To meet traffic demand predictions, the global air traffic management (ATM) system needs to be changed. Several visions on future ATM operations exist. A commonality between the different visions is 4D Trajectory management. This function enables plan-based operation as opposed to the state-based approach of the present system. Plan-based operation enables the optimization of traffic flows by generating 4D trajectories. A part of the traffic flow generation process is scheduling.
The research presented in this thesis focuses on these scheduling opportunities. In this research the scheduling opportunities for departure traffic at a runway are investigated. A study of the existing literature showed that the most common scheduling algorithms currently available can be divided into four categories: first come first served, brand-and-bound, greedy search and genetic algorithms. A simulation environment is designed for evaluation of the departure scheduling algorithms using various input parameters like traffic situation, airport map and algorithm.
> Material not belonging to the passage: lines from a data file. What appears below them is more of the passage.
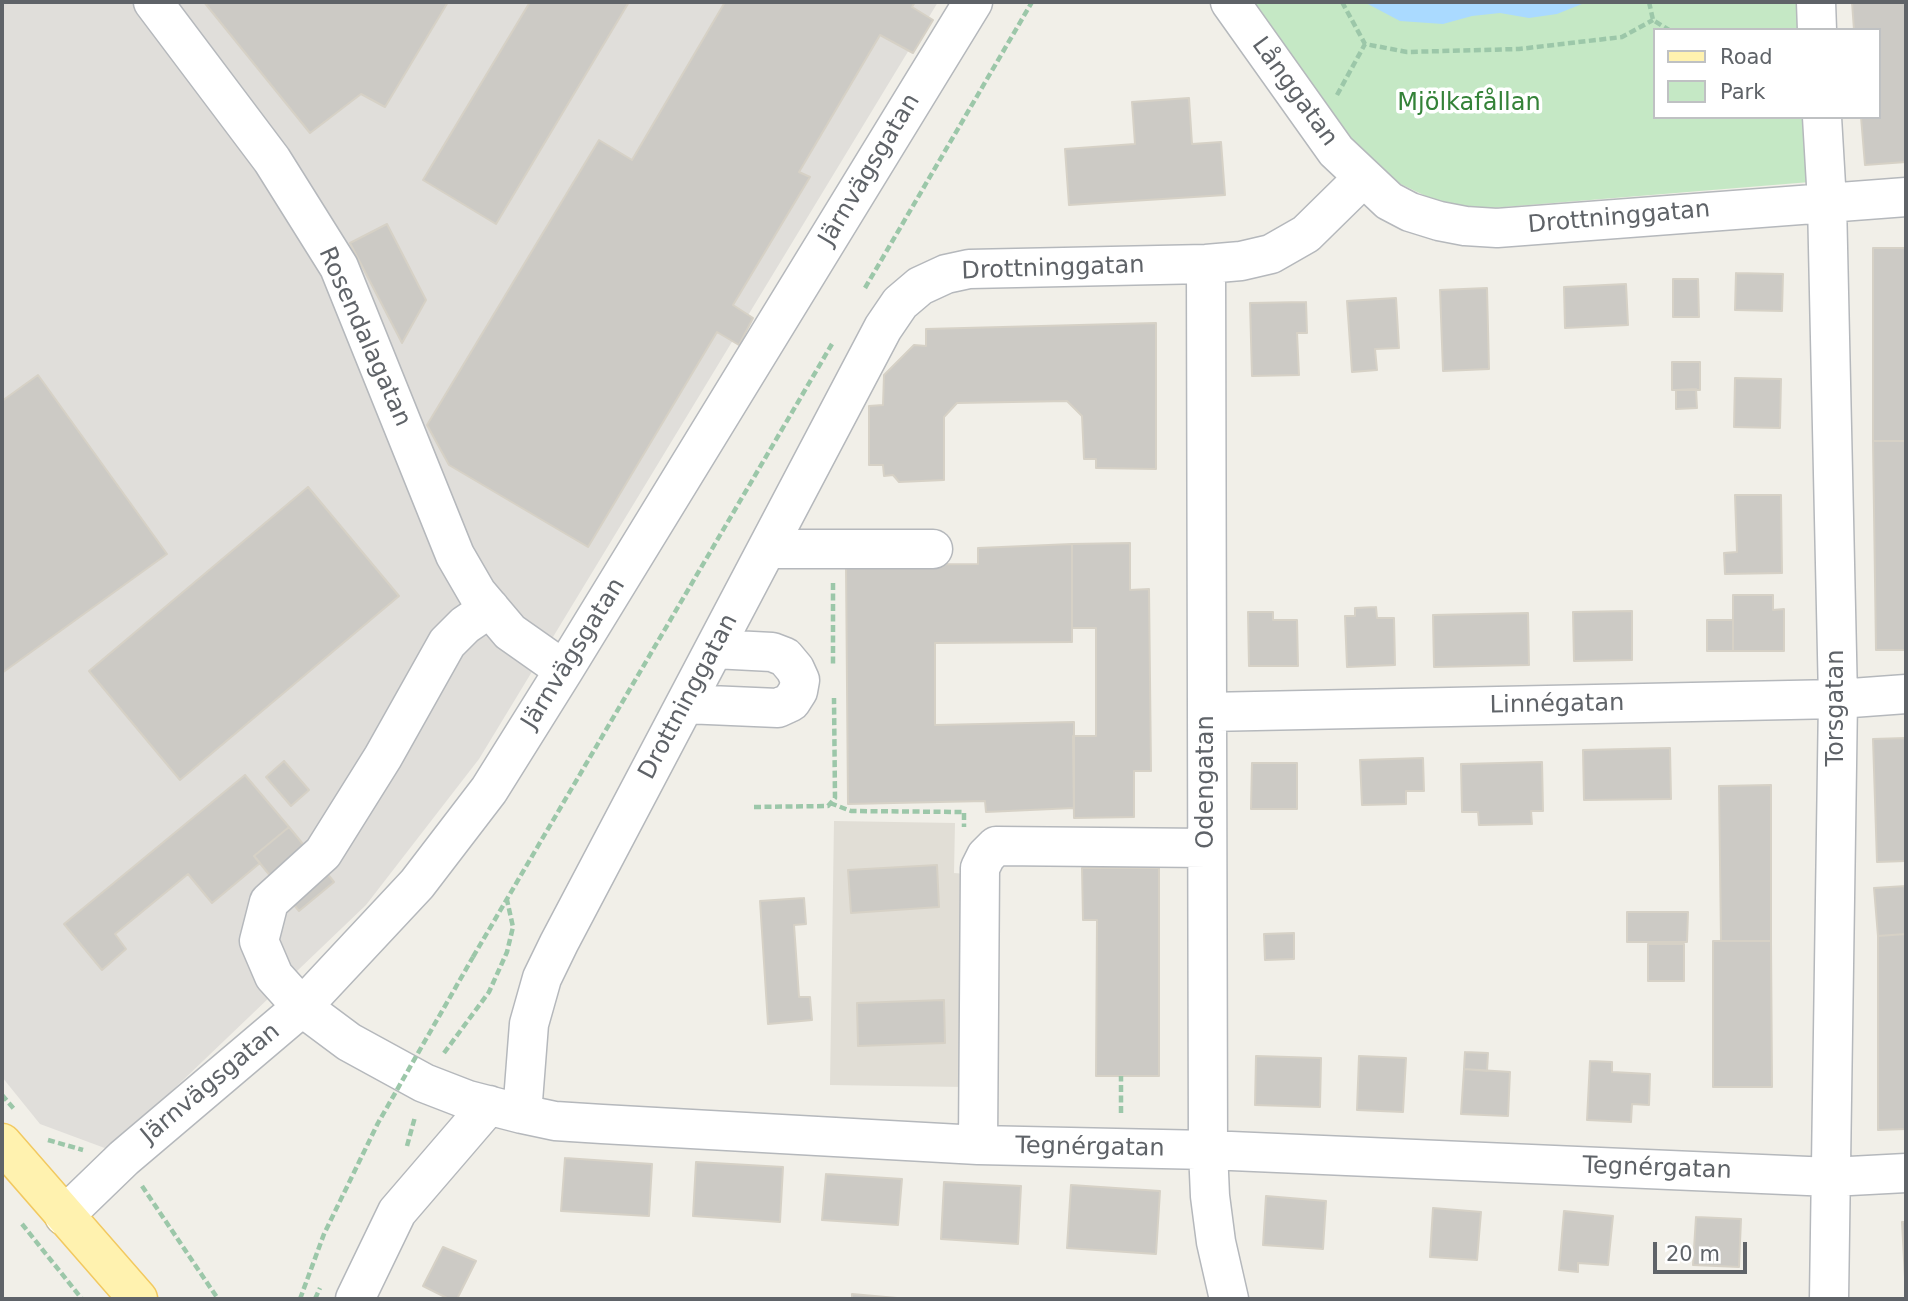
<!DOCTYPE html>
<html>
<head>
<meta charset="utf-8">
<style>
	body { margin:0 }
	#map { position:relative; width:1908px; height:1301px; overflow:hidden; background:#f1efe8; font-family:"DejaVu Sans",sans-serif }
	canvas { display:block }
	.frame { position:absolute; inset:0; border:4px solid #5f6368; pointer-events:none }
	.legend { position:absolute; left:1653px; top:28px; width:228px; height:91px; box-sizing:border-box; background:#fff; border:2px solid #bfc1c3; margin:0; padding:9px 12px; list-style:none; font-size:21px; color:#5f6368 }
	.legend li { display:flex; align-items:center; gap:14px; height:35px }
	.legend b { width:35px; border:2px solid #bfc1c3 }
	.scale { position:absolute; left:1653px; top:1242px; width:94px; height:32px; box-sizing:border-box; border:4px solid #5f6368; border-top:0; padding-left:9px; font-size:21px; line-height:24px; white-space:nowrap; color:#5f6368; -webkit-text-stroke:5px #fff; paint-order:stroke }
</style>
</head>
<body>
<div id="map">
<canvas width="1908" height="1301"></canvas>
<div class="frame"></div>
<ul class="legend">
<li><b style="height:9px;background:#fff2af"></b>Road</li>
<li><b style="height:19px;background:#c5e8c5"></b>Park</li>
</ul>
<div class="scale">20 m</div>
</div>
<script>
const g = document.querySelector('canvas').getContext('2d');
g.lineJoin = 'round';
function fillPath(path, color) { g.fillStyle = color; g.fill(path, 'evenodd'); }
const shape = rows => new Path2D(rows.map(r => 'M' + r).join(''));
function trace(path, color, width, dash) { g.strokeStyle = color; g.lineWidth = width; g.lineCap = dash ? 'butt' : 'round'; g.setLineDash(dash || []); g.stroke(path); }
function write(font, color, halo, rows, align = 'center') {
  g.font = font + ' "DejaVu Sans",sans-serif'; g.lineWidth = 7; g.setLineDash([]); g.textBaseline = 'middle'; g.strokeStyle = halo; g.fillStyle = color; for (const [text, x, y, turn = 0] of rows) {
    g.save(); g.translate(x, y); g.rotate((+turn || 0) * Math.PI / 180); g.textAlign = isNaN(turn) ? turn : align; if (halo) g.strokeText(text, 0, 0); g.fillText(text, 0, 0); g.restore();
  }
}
fillPath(shape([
	[2,2,938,2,479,759,366,905,110,1150,40,1124,2,1077]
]), '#e0deda');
fillPath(shape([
	[834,821,955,823,954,873,967,874,964,1087,830,1085]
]), '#e1ded6');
fillPath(shape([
	[1241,2,1799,2,1801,30,1654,30,1654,117,1806,117,1810,182,1492,208,1464,207,1438,202,1359,164]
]), '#c5e8c5');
fillPath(shape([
	[1364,2,1587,2,1557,14,1529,18,1500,13,1472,16,1443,24,1400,21]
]), '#aadaff');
const building = shape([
	[204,2,448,2,385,107,361,94,310,133,204,2],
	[530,2,629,2,496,224,423,180,530,2],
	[725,2,915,2,912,7,933,20,913,53,880,35,799,172,810,177,733,305,753,318,739,345,717,332,588,547,449,465,427,425,599,140,632,160,725,2],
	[1852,2,1906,2,1906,162,1865,165,1861,117,1878,117,1878,30,1854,30,1852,2],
	[1189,98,1192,144,1221,142,1225,195,1069,205,1065,149,1135,144,1132,102,1189,98],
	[387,224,426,300,402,343,350,243,387,224],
	[1873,248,1906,248,1906,441,1873,441,1873,248],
	[1736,273,1783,274,1782,311,1735,310,1736,273],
	[1673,279,1698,279,1699,317,1673,317,1673,279],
	[1626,284,1628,325,1565,328,1564,287,1626,284],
	[1487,288,1489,369,1443,371,1440,290,1487,288],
	[1396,298,1399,348,1375,349,1377,370,1352,372,1347,301,1396,298],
	[1306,302,1307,333,1297,333,1299,375,1252,376,1250,303,1306,302],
	[1156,323,1156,469,1096,468,1096,459,1084,459,1082,416,1067,401,957,403,944,417,944,480,899,482,893,475,884,476,883,465,869,465,869,406,883,405,884,375,914,345,926,346,926,329,1156,323],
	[1672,362,1700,362,1700,390,1672,390,1672,362],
	[38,375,167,554,2,673,2,401,38,375],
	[1735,378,1781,379,1780,428,1734,427,1735,378],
	[1696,389,1697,408,1676,409,1676,390,1696,389],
	[1873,441,1906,441,1906,650,1876,650,1873,441],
	[308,487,399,596,180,780,89,671,308,487],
	[1735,495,1781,495,1782,573,1725,574,1724,553,1737,552,1735,495],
	[1130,543,1130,590,1149,589,1151,771,1134,771,1134,817,1074,818,1073,736,1096,736,1096,628,1072,628,1072,544,1130,543],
	[1072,544,1072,642,935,643,935,725,1074,722,1074,808,986,812,985,801,848,804,846,565,978,564,978,548,1072,544],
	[1733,595,1773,595,1773,610,1784,609,1784,651,1733,651,1733,595],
	[1376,607,1377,618,1394,618,1395,665,1347,667,1345,616,1355,616,1355,608,1376,607],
	[1632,611,1632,660,1574,661,1573,612,1632,611],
	[1248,612,1273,612,1273,620,1297,620,1298,666,1249,666,1248,612],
	[1528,613,1529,665,1434,667,1433,615,1528,613],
	[1707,620,1733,620,1733,651,1707,651,1707,620],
	[1906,738,1906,861,1877,862,1873,739,1906,738],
	[1670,748,1671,799,1584,800,1583,750,1670,748],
	[1423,758,1424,791,1406,791,1406,804,1362,805,1360,760,1423,758],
	[284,761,309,790,291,806,266,777,284,761],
	[1542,762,1543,811,1531,811,1532,824,1479,825,1478,812,1462,812,1461,764,1542,762],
	[1252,763,1297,763,1297,809,1251,809,1252,763],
	[245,775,289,827,254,856,260,863,212,903,188,874,115,934,126,949,102,970,64,924,245,775],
	[1771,785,1771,941,1721,941,1719,786,1771,785],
	[289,827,334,882,299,911,254,856,289,827],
	[937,865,939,907,851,913,848,870,937,865],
	[1082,868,1159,868,1159,1076,1096,1076,1097,920,1083,920,1082,868],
	[1906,886,1906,934,1878,936,1874,888,1906,886],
	[804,898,806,924,794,925,799,997,810,997,812,1020,768,1024,760,901,804,898],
	[1627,912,1688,912,1687,942,1627,942,1627,912],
	[1294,933,1294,959,1265,960,1264,934,1294,933],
	[1906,934,1906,1129,1878,1130,1878,936,1906,934],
	[1713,941,1771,941,1772,1087,1713,1087,1713,941],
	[1648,944,1684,944,1684,981,1648,981,1648,944],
	[944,1000,945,1043,858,1046,857,1003,944,1000],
	[1465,1052,1488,1053,1487,1071,1464,1069,1465,1052],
	[1256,1056,1321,1058,1320,1107,1255,1105,1256,1056],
	[1359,1056,1406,1058,1403,1112,1357,1110,1359,1056],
	[1590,1061,1612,1062,1612,1072,1650,1074,1649,1105,1632,1104,1631,1122,1587,1120,1590,1061],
	[1464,1069,1510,1072,1508,1116,1461,1114,1464,1069],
	[565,1158,652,1164,649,1216,561,1211,565,1158],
	[696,1162,783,1167,780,1222,693,1216,696,1162],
	[826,1174,902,1179,898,1225,822,1220,826,1174],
	[944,1182,1021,1186,1018,1244,941,1239,944,1182],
	[1071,1185,1160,1191,1156,1254,1067,1248,1071,1185],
	[1266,1196,1326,1201,1323,1249,1263,1245,1266,1196],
	[1433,1208,1481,1212,1477,1260,1430,1257,1433,1208],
	[1564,1211,1613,1216,1608,1265,1578,1263,1578,1272,1559,1270,1564,1211],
	[1696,1217,1741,1219,1739,1267,1693,1265,1696,1217],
	[1902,1222,1906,1222,1906,1278,1905,1278,1902,1222],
	[443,1247,476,1261,457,1299,449,1299,423,1286,443,1247],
	[852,1294,897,1298,897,1299,852,1299,852,1294]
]);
fillPath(building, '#cccac5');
trace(building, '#d6d1c6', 2);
const minor = shape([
	[153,2,272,160,339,267,455,555,477,593,510,632,564,670],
	[1230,2,1336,151,1389,201,1410,212,1439,221,1465,226,1497,228,1906,197],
	[1816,2,1817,30],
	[1822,117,1827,202,1838,699,1829,1299],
	[1206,264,1208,1150,1210,1196,1216,1242,1229,1299],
	[767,549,933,549],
	[490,608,465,625,447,643,383,757,323,853,269,902,259,941,274,976,302,1007,349,1042,424,1083,468,1100,522,1114,555,1121,602,1124,978,1145,1208,1150,1831,1177,1906,1173],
	[685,704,778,708,791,702,798,691,800,680,795,669,785,657,772,652,714,649],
	[1207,712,1838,699,1906,694],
	[522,1114,529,1024,542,978,559,943,883,328,900,303,920,286,946,274,969,269,1206,264,1241,261,1271,254,1306,234,1363,178],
	[978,1145,980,868,986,856,996,846,1207,848],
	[64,1216,124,1158,302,1007,417,884,489,790,564,670,973,2],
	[355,1299,397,1212,489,1105]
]);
const major = shape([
	[2,1143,138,1299]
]);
trace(minor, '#b5b8bc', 41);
trace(major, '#f2c960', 41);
trace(shape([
	[1342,2,1365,44,1407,52,1519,49,1622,37,1653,20],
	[1649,2,1653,20,1669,30],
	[1337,95,1365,44],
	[865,288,1032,2],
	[833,583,833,665],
	[830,803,851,811,964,812,964,827],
	[754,807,828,806,835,798,834,698],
	[473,957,832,344],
	[444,1053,489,992,507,952,513,927,507,900],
	[2,1095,14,1109],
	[1121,1113,1121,1076],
	[48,1140,83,1150],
	[407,1146,415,1117],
	[142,1186,218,1299],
	[22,1224,82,1299],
	[315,1299,320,1288]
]), '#9cc7a9', 4.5, [7, 3.5]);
trace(minor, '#fff', 38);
trace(major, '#fff2af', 38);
trace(shape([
	[300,1299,324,1234,378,1123,473,957]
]), '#9cc7a9', 4.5, [7, 3.5]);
write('24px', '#5f6368', '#fff', [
	["Långgatan",1294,92,54],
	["Järnvägsgatan",870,170,-59],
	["Drottninggatan",1619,218,-5],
	["Drottninggatan",1053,269,-2],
	["Rosendalagatan",364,337,66],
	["Järnvägsgatan",574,654,-58],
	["Drottninggatan",689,697,-62],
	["Linnégatan",1557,705,-1],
	["Torsgatan",1837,708,-90],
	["Odengatan",1207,782,-90],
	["Järnvägsgatan",211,1084,-40],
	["Tegnérgatan",1090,1148,1],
	["Tegnérgatan",1657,1169,2]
]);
write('24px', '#348238', '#fff', [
	["Mjölkafållan",1469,104]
]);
</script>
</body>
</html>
The four algorithm categories are evaluated on output aspects like delay and robustness of the schedule and are compared with the current method of traffic scheduling.
The evaluation of the scheduling algorithms shows that the performance of the current method of scheduling departure traffic performs well in comparison with the tested algorithms. In case of no disturbances the genetic algorithm performs slightly better than the current method, but the other algorithms do not have a better performance. When disturbances are taken into account, a bigger performance increase can be obtained by using scheduling algorithms.